■ Working data ■
* * *

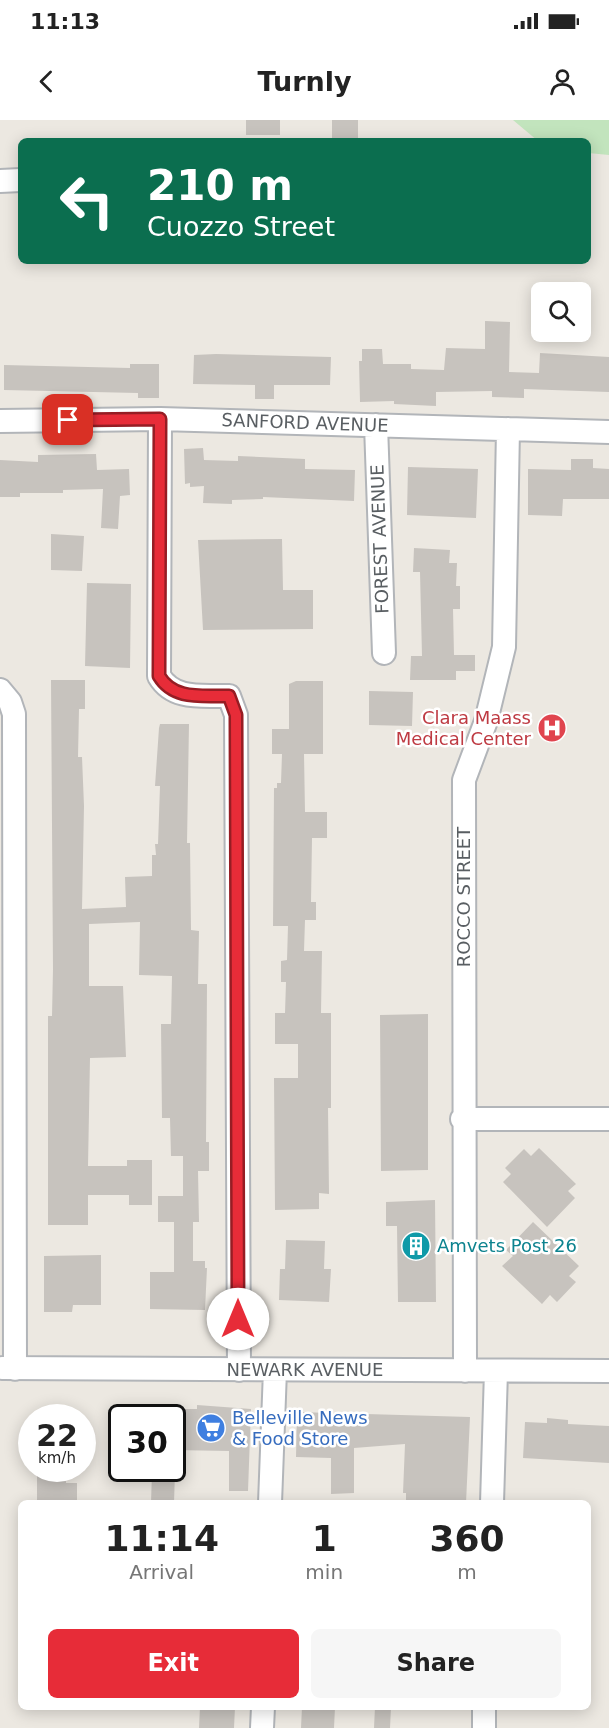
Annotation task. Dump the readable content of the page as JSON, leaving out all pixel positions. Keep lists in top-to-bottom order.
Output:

* * *

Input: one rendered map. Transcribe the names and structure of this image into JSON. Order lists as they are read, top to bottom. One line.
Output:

* * *

■ Problem ■
Pick out the lines above that hold the string "JSON" and show them.

■ Result below ■
Annotation task. Dump the readable content of the page as JSON, leaving out all pixel positions. Keep lists in top-to-bottom order.
Input: one rendered map. Transcribe the names and structure of this image into JSON. Order lists as they are read, top to bottom. One line.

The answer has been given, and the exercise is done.